Выбрать главу

О, отец Нил, ты течешь, широкий и прохладный в великолепии зелени, и смех поселился среди твоих лотосов, а Ра, дарующий жизнь, качается на сияющих крыльях, заглядывая в глаза Солнцу. Но меж твоих траурных лент плавают крокодилы и едят тела убитых.

Тоас снова вспомнил огромный, продуваемый сквозняками коридор в горах Кипра и далекое голубое море, и солнечный свет, лившийся по ветреным склонам и разбивавшийся о волны на миллионы кусочков. Эх, хорошо было бы вернуться домой, если им когда-нибудь это удастся.

Дыхание его нагруженных ношей людей за спиной было тяжелым.
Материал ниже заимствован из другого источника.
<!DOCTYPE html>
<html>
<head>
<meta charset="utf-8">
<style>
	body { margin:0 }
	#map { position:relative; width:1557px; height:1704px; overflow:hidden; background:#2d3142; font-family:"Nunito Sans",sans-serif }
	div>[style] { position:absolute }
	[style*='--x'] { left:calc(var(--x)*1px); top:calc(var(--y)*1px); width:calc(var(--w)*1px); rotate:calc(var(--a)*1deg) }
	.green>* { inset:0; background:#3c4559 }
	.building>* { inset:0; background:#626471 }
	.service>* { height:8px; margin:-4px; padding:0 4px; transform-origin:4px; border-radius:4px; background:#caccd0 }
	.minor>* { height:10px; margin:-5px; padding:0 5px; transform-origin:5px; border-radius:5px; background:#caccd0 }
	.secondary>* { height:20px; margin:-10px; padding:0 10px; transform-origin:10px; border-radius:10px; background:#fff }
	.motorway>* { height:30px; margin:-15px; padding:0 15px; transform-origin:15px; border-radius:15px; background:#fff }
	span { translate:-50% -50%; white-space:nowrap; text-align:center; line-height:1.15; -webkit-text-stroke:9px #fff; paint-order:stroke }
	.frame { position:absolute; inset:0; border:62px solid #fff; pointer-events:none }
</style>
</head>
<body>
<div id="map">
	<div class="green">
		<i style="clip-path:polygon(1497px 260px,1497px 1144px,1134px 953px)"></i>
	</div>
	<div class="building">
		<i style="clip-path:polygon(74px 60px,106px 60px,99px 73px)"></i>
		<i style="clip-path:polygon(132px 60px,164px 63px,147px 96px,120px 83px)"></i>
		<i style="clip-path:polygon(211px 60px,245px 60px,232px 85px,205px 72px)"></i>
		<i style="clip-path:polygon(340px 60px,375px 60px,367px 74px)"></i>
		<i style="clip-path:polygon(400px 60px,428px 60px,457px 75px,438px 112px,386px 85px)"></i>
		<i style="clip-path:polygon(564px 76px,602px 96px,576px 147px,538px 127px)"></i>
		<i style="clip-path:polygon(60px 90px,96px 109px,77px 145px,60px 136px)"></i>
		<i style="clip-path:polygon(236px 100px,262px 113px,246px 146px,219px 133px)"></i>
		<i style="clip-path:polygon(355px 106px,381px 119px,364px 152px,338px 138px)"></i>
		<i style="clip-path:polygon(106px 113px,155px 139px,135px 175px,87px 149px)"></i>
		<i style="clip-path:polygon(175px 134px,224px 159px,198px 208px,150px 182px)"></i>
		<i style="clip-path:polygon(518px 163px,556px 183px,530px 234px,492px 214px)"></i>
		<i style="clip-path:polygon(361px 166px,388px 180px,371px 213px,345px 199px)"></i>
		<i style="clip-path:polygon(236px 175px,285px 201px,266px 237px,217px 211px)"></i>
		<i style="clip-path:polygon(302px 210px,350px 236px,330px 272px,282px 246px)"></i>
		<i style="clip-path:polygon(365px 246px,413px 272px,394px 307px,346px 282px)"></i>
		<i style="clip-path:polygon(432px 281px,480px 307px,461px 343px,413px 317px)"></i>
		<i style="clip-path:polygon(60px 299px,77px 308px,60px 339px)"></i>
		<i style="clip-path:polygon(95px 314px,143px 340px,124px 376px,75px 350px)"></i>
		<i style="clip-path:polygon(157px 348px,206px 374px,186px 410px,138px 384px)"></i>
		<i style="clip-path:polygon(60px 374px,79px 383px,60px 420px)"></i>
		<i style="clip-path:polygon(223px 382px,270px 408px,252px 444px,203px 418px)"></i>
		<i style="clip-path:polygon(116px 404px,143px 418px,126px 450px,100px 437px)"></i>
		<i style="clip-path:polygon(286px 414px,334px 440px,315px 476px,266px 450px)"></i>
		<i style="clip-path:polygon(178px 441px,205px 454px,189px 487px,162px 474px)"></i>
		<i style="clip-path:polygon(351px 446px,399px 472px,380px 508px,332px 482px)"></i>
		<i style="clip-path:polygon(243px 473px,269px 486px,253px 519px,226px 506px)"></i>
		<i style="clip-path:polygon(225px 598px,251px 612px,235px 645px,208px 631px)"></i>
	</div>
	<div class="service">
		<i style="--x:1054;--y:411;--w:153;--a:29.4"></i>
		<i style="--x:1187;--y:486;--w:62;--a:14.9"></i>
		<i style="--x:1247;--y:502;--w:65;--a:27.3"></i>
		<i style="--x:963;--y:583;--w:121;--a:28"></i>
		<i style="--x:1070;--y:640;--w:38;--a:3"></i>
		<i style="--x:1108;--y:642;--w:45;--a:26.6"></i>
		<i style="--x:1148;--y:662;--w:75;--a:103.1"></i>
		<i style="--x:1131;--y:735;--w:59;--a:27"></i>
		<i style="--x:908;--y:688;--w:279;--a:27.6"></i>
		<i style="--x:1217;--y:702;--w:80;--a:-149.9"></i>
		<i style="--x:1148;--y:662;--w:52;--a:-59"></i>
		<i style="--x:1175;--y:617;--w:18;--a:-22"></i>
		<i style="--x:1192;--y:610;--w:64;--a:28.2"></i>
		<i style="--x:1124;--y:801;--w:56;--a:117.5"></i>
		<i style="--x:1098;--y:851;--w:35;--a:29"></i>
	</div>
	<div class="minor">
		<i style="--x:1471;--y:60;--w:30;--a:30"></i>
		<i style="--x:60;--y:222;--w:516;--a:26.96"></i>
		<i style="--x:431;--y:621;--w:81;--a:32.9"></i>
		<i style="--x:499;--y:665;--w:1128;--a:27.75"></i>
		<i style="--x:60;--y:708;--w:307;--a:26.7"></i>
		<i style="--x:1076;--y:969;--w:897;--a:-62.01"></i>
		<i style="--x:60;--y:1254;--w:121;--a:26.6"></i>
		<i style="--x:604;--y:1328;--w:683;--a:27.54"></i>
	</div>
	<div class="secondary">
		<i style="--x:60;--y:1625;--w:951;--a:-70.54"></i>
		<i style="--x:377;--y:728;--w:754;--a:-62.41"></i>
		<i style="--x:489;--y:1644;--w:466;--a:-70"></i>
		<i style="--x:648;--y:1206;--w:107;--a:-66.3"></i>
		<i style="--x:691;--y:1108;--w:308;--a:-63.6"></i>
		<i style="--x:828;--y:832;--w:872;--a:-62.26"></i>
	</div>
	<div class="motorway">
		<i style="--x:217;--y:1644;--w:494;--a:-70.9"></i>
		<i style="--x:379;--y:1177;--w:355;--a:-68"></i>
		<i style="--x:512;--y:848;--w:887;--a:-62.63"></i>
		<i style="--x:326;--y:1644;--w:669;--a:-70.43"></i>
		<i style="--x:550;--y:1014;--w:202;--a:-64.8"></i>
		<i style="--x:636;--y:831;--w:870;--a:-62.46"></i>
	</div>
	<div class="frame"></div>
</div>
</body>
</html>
С этим тоже приходилось считаться. Он не мог плыть, как в прежние времена, когда критский флот бороздил восточное море, — это были варвары Сирии, Кипра и мусор дюжины цивилизованных портов, и они считали, что было неправильно с его стороны рисковать их жизнями — до такой степени, что они сами подбивали его поднять якорь. И Анхсенамен — он вдруг с ужасом подумал о том, что случится с Анхсенамен.

«То самое, чего я и ожидал, — подумал он, криво усмехнувшись. — Только они грабители и свиньи, а я очень милый молодой человек».

Он начал думать, сколько человек из его команды могло бы помочь ему, если это понадобится. Но сначала — выбраться из Фив.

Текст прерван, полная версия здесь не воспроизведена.